In other words, the second order condition does not directly help us with our main pursuit of finding (approximate) global minima of a function. In fact, as we will see later, second order algorithms are actually explicitly built to satisfy the first not the second order optimality condition. So while the second order condition provides further characterization of a function's stationary points, it is of largely theoretical interest.

In [1]:

7.8.1 Intuiting the condition by example¶

Studying a few simple examples it is easy to come to some far-reaching conclusions about how the second derivative helps unveil the identity of stationary points. In the next Python cell we plot the three single-input functions along with their first and second order derivatives. We mark in green the evaluation of all stationary points by the function in green (where we also show the tangent line in green), as well as the evaluations by the first and second derivatives marking each evaluation in green. In the first and second derivative panels we draw the horizontal zero axis as a dashed black line.

In [2]:
# plot a single input quadratic in both two and three dimensions
func1 = lambda w: np.sin(2*w)
func2 = lambda w: w**3
func3 = lambda w: np.sin(3*w) + 0.1*w**2

# use custom plotter to show both functions
calib.derivative_visualizer.show_stationary_v2(func1 = func1,func2 = func2,func3 = func3)

Studying these simple examples we can see consistent behavior of certain stationary points. In particular we can see consistency in how the value of a function's second derivative at a stationary point $w^0$ helps us identify whether it is a local minima, local maxima, or saddle point.

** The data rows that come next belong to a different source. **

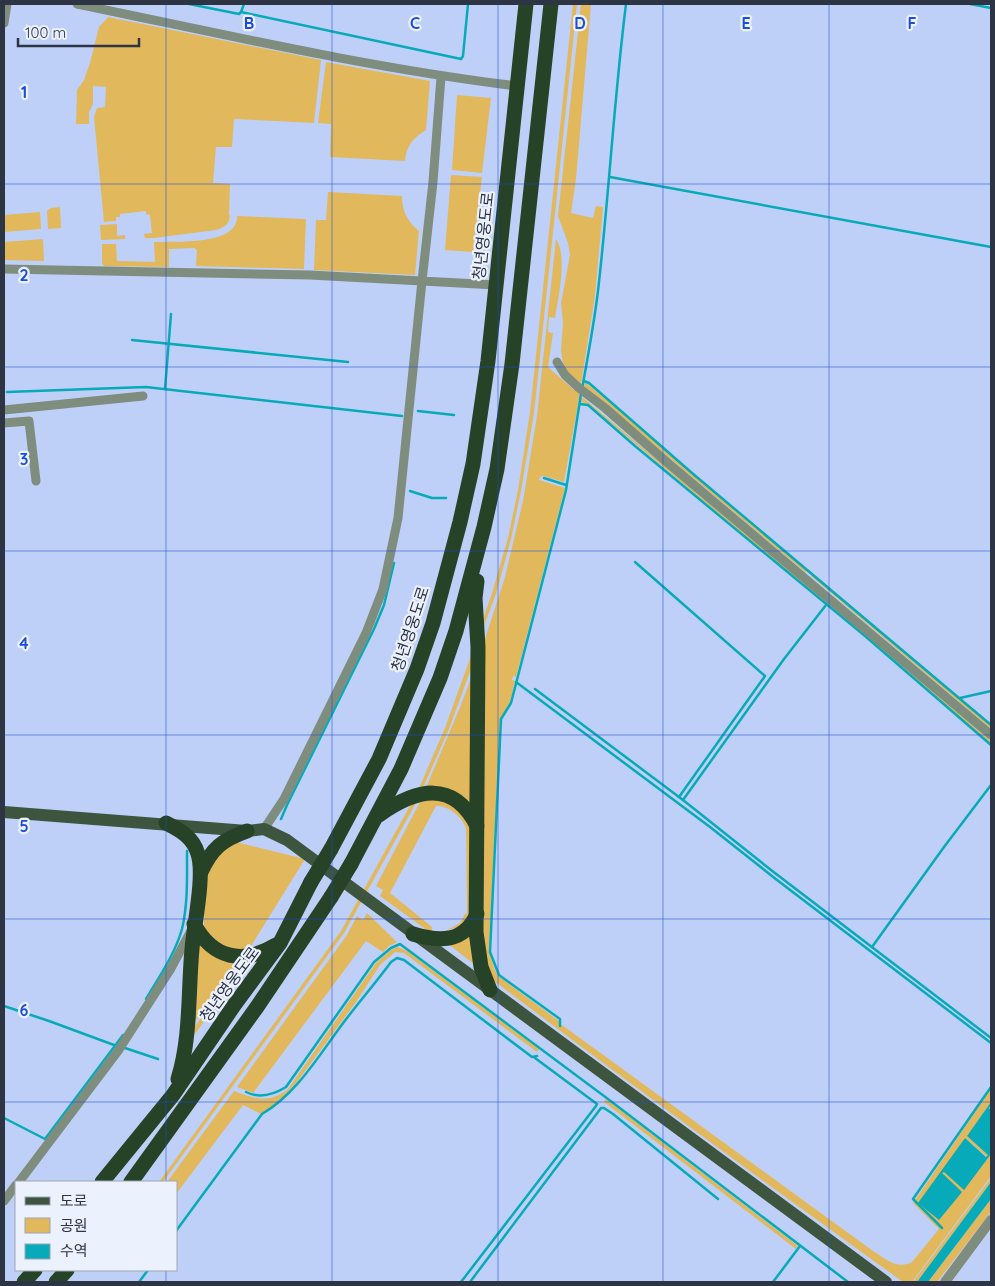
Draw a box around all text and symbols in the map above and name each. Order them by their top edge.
text: B [244,13,254,33]
text: C [410,13,420,33]
text: D [574,13,586,33]
text: E [741,13,751,33]
text: F [908,13,917,33]
scale bar [18,15,139,47]
text: 100 m [25,23,66,42]
text: 1 [21,82,27,102]
street label: 청년영웅도로 [468,191,498,281]
text: 2 [19,265,29,285]
text: 3 [20,449,28,469]
street label: 청년영웅도로 [387,584,433,674]
text: 4 [19,633,29,653]
text: 5 [19,816,29,836]
street label: 청년영웅도로 [195,942,263,1026]
text: 6 [20,1000,29,1020]
legend [15,1181,178,1271]
text: 도로 [60,1191,88,1210]
text: 공원 [60,1216,88,1235]
text: 수역 [60,1241,88,1260]

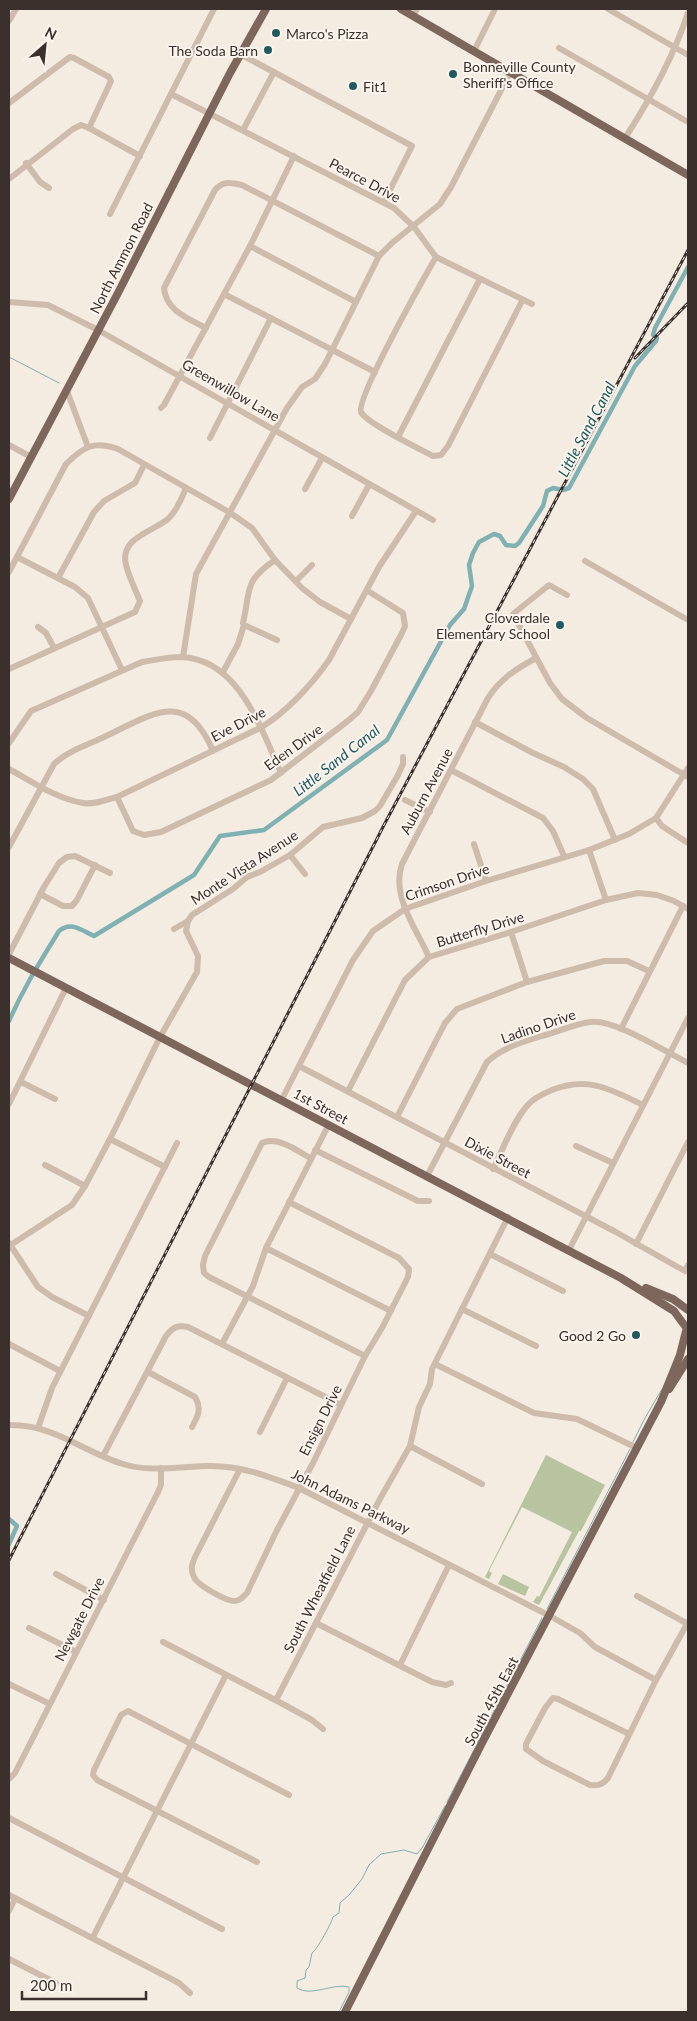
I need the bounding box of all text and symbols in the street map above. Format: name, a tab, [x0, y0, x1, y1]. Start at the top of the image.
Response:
north arrow	[20, 20, 70, 70]
text: N	[42, 23, 60, 43]
place label: Marco's Pizza	[286, 25, 369, 42]
marker: Marco's Pizza	[270, 27, 282, 39]
place label: The Soda Barn	[168, 42, 258, 59]
marker: The Soda Barn	[262, 44, 274, 56]
place label: Bonneville County Sheriff's Office	[463, 58, 577, 91]
marker: Bonneville County Sheriff's Office	[447, 68, 459, 80]
place label: Fit1	[363, 78, 387, 95]
marker: Fit1	[347, 80, 359, 92]
street label: Pearce Drive	[327, 154, 403, 206]
street label: North Ammon Road	[86, 200, 156, 316]
street label: Greenwillow Lane	[179, 355, 283, 425]
water label: Little Sand Canal	[553, 378, 619, 480]
place label: Cloverdale Elementary School	[436, 609, 550, 642]
marker: Cloverdale Elementary School	[554, 619, 566, 631]
street label: Eve Drive	[208, 703, 268, 745]
street label: Eden Drive	[261, 720, 325, 774]
water label: Little Sand Canal	[289, 720, 383, 799]
street label: Auburn Avenue	[396, 745, 456, 837]
street label: Monte Vista Avenue	[187, 826, 301, 908]
street label: Crimson Drive	[403, 860, 491, 904]
street label: Butterfly Drive	[434, 908, 526, 950]
street label: Ladino Drive	[498, 1005, 578, 1047]
street label: 1st Street	[291, 1084, 351, 1128]
street label: Dixie Street	[462, 1133, 534, 1181]
place label: Good 2 Go	[559, 1327, 626, 1344]
marker: Good 2 Go	[630, 1329, 642, 1341]
street label: Ensign Drive	[295, 1382, 345, 1458]
street label: John Adams Parkway	[289, 1465, 414, 1537]
street label: South Wheatfield Lane	[280, 1523, 358, 1655]
street label: Newgate Drive	[51, 1574, 107, 1664]
street label: South 45th East	[460, 1654, 522, 1748]
scale bar	[22, 1968, 146, 2000]
text: 200 m	[30, 1976, 72, 1994]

In the examples above we see that a stationary point $w^0$ is

  • a local or global minimum if $\frac{\partial^2}{\partial w^2}g(w) > 0$ (since it occurs at convex portions of a function)
  • a local or global maximum if $\frac{\partial^2}{\partial w^2}g(w) < 0$ (since it occurs at concave portions of a function)
  • a saddle point if $\frac{\partial^2}{\partial w^2}g(w) = 0$ and $\frac{\partial^2}{\partial w^2}g(w)$ changes sign at $w$ (since it occurs at an inflection point of a function, i.e., where a function goes from concave to convex or vice-versa)

These second order characteristics hold more generally as well for any single input function, and taken together are indeed the second order condition for optimality for single input functions.

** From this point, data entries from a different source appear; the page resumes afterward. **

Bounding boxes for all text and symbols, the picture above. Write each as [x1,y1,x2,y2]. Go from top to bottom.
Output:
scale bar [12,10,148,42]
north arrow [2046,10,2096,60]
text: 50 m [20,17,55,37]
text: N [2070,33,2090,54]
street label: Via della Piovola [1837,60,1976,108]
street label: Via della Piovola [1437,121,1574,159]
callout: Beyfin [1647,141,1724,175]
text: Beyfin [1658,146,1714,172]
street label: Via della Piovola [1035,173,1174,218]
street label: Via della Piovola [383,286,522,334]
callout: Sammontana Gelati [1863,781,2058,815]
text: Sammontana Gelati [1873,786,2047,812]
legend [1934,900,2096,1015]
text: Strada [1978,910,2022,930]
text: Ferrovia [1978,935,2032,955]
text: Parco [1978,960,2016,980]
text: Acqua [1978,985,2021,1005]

With multi-input functions the analogous second order condition holds. As with all things having to do with convexity/concavity and the second order derivative matrix (a.k.a. the Hessian) the rule translates to the eigenvalues of the Hessian. More specifically a stationary point $\mathbf{w}^0$ of a multi-input function $g(\mathbf{w}^0)$ is

  • a local minimum if all eigenvalues of $\nabla^2 g(\mathbf{w}^0)$ are positive (since it occurs at convex portions of a function)
  • a local maximum if all eigenvalues of $\nabla^2 g(\mathbf{w}^0)$ are negative (since it occurs at concave portions of a function)
  • a saddle point if the eigenvalues of $\nabla^2 g(\mathbf{w}^0)$ are of mixed values (i.e., some are negative, some are positive) (since it occurs at an inflection point of a function)

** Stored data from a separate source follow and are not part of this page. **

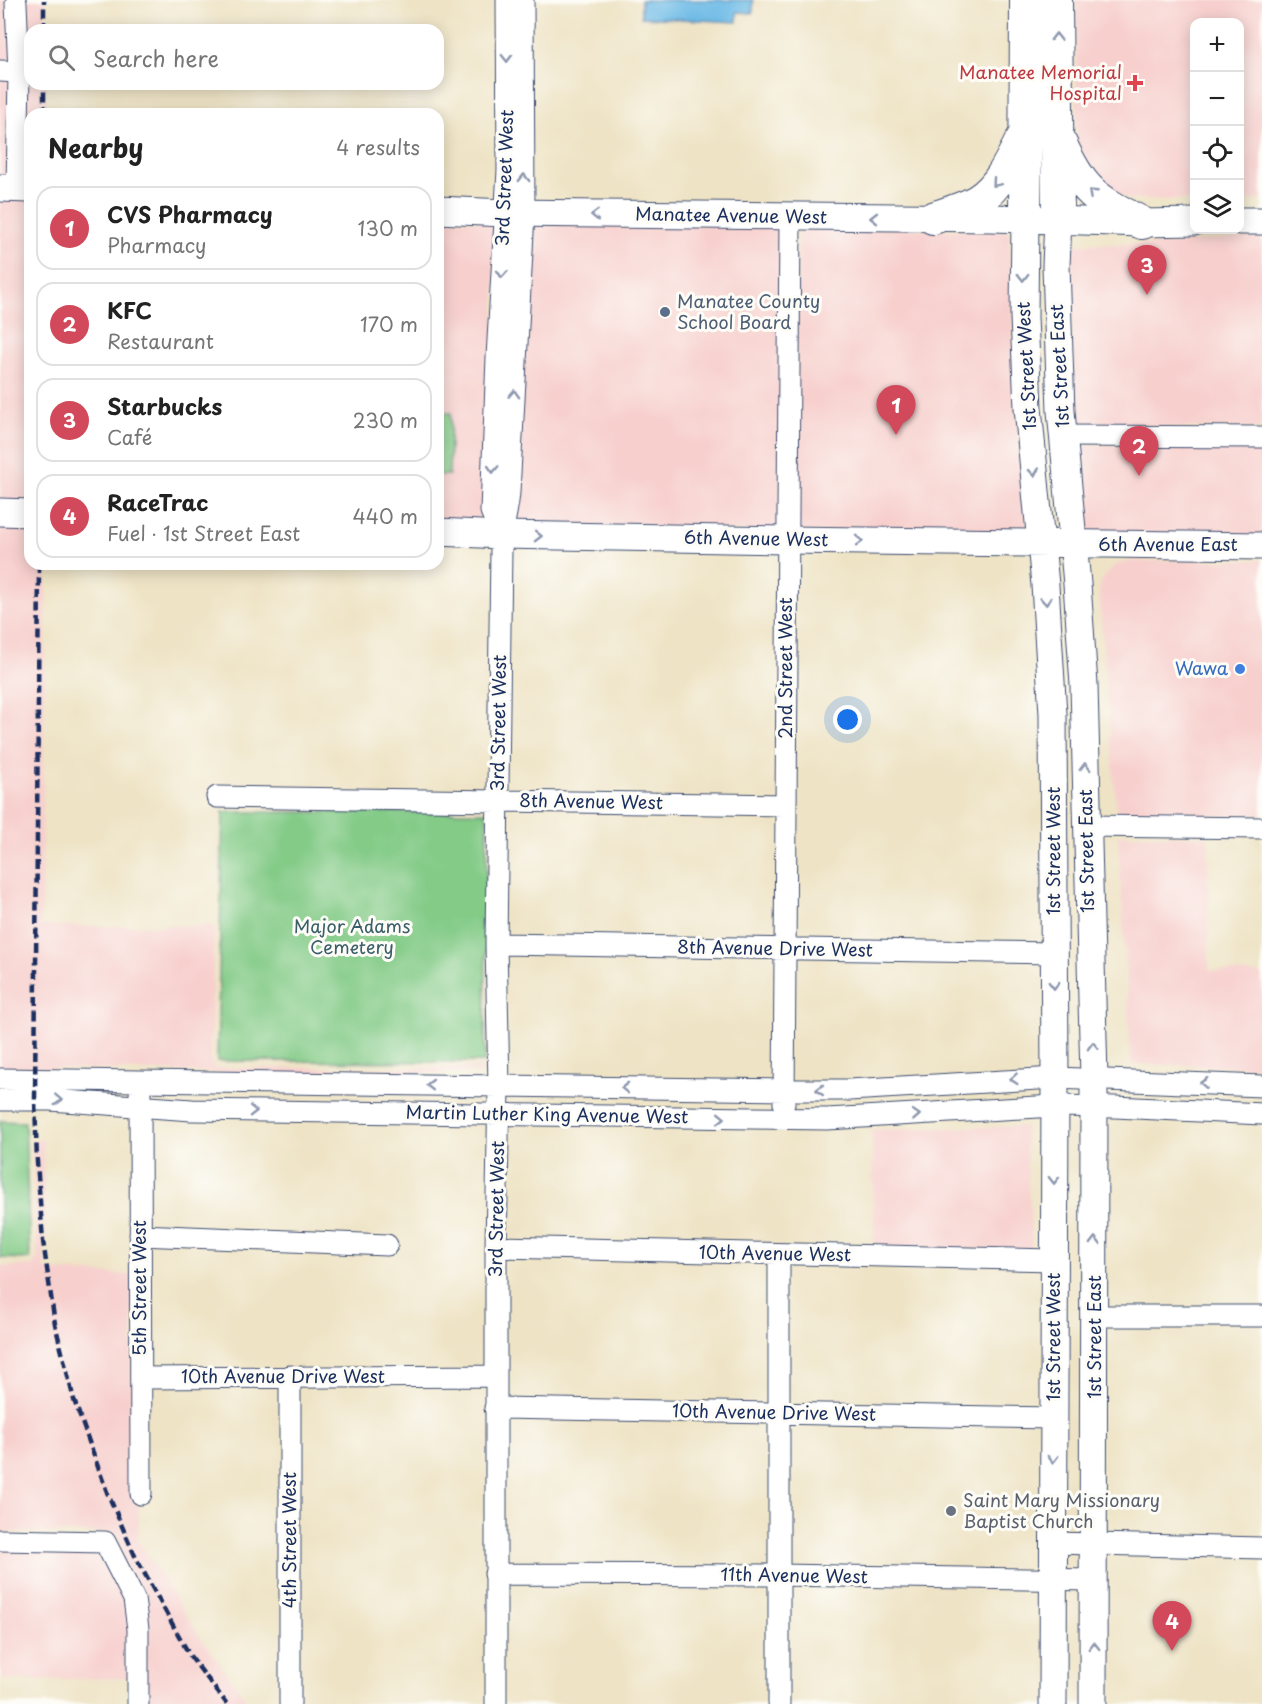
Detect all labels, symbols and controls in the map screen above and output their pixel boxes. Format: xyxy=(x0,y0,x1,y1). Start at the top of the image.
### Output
map controls xyxy=(1190,18,1244,234)
button: + xyxy=(1190,18,1244,72)
search box xyxy=(24,24,444,90)
one-way arrow xyxy=(1050,33,1062,42)
icon: search xyxy=(45,41,78,74)
text: Search here xyxy=(93,41,219,74)
one-way arrow xyxy=(501,54,513,63)
place label: Manatee Memorial Hospital xyxy=(959,58,1122,106)
button: − xyxy=(1190,72,1244,126)
marker: Manatee Memorial Hospital xyxy=(1126,74,1144,92)
street label: 3rd Street West xyxy=(488,109,519,247)
button: locate xyxy=(1190,126,1244,180)
text: Nearby xyxy=(48,128,143,167)
text: 4 results xyxy=(336,132,420,162)
one-way arrow xyxy=(518,173,530,182)
one-way arrow xyxy=(992,176,1003,187)
button: layers xyxy=(1190,180,1244,234)
one-way arrow xyxy=(1088,190,1099,201)
text: CVS Pharmacy xyxy=(107,197,273,230)
street label: Manatee Avenue West xyxy=(635,199,827,230)
one-way arrow xyxy=(591,208,600,221)
one-way arrow xyxy=(870,211,879,224)
text: 1 xyxy=(65,213,74,243)
text: 130 m xyxy=(358,213,418,243)
text: Pharmacy xyxy=(107,230,207,260)
pin: 3 xyxy=(1128,246,1166,295)
one-way arrow xyxy=(495,270,508,279)
one-way arrow xyxy=(1017,273,1030,282)
place label: Manatee County School Board xyxy=(677,287,820,335)
text: KFC xyxy=(107,293,152,326)
street label: 1st Street West xyxy=(1009,301,1042,431)
street label: 1st Street East xyxy=(1042,304,1075,429)
marker: Manatee County School Board xyxy=(658,305,672,319)
text: 2 xyxy=(62,309,77,339)
text: 170 m xyxy=(360,309,418,339)
text: Restaurant xyxy=(107,326,214,356)
pin: 1 xyxy=(876,386,916,435)
text: Starbucks xyxy=(107,389,222,422)
one-way arrow xyxy=(508,389,521,398)
text: 3 xyxy=(63,405,76,435)
text: 230 m xyxy=(353,405,418,435)
text: Café xyxy=(107,422,152,452)
pin: 2 xyxy=(1120,426,1158,476)
one-way arrow xyxy=(486,465,499,474)
one-way arrow xyxy=(1027,467,1040,476)
text: RaceTrac xyxy=(107,485,208,518)
text: 4 xyxy=(63,501,76,531)
text: 440 m xyxy=(353,501,418,531)
text: Fuel · 1st Street East xyxy=(107,518,300,548)
street label: 6th Avenue West xyxy=(684,523,828,552)
one-way arrow xyxy=(534,529,543,542)
street label: 6th Avenue East xyxy=(1098,530,1238,557)
one-way arrow xyxy=(855,535,864,547)
street label: 2nd Street West xyxy=(771,597,798,739)
one-way arrow xyxy=(1039,597,1052,606)
street label: 3rd Street West xyxy=(483,654,512,792)
place label: Wawa xyxy=(1175,654,1229,681)
marker: Wawa xyxy=(1233,662,1247,676)
your location xyxy=(833,705,862,734)
one-way arrow xyxy=(1079,763,1091,772)
street label: 8th Avenue West xyxy=(519,786,663,815)
street label: 1st Street West xyxy=(1039,787,1066,915)
street label: 1st Street East xyxy=(1071,789,1100,913)
park label: Major Adams Cemetery xyxy=(294,912,410,960)
street label: 8th Avenue Drive West xyxy=(677,932,873,963)
one-way arrow xyxy=(1048,981,1060,990)
one-way arrow xyxy=(1087,1041,1099,1050)
one-way arrow xyxy=(1010,1073,1019,1086)
one-way arrow xyxy=(1199,1077,1208,1090)
one-way arrow xyxy=(425,1079,434,1091)
one-way arrow xyxy=(620,1082,629,1094)
one-way arrow xyxy=(815,1084,824,1096)
one-way arrow xyxy=(54,1094,63,1107)
street label: Martin Luther King Avenue West xyxy=(406,1098,689,1129)
one-way arrow xyxy=(249,1105,258,1117)
one-way arrow xyxy=(911,1109,920,1122)
one-way arrow xyxy=(717,1111,726,1124)
street label: 3rd Street West xyxy=(481,1140,510,1278)
one-way arrow xyxy=(1048,1176,1060,1185)
street label: 5th Street West xyxy=(125,1220,152,1356)
one-way arrow xyxy=(1089,1236,1101,1245)
street label: 10th Avenue West xyxy=(699,1238,851,1267)
street label: 1st Street West xyxy=(1039,1273,1066,1401)
street label: 1st Street East xyxy=(1080,1275,1107,1399)
street label: 10th Avenue Drive West xyxy=(181,1362,385,1389)
street label: 10th Avenue Drive West xyxy=(672,1396,876,1427)
one-way arrow xyxy=(1047,1455,1059,1464)
street label: 4th Street West xyxy=(275,1472,302,1608)
place label: Saint Mary Missionary Baptist Church xyxy=(963,1486,1160,1534)
marker: Saint Mary Missionary Baptist Church xyxy=(944,1504,958,1518)
street label: 11th Avenue West xyxy=(720,1560,868,1589)
pin: 4 xyxy=(1152,1602,1192,1651)
one-way arrow xyxy=(1088,1641,1100,1650)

These rules reduce to those just stated for single-input functions when $N=1$ since then the Hessian matrix collapses into a single second order derivative.

Second order condition for optimality: the second derivative(s) of a function can determine whether a stationary point is a local minimum, local maximum, or saddle point. Generally speaking a stationary point $\mathbf{w}^0$ is a local minimum, local maximum, or saddle point if the eigenvalues of $\nabla^2 g(\mathbf{w}^0)$ are all positive, negative, or mixed, respectively.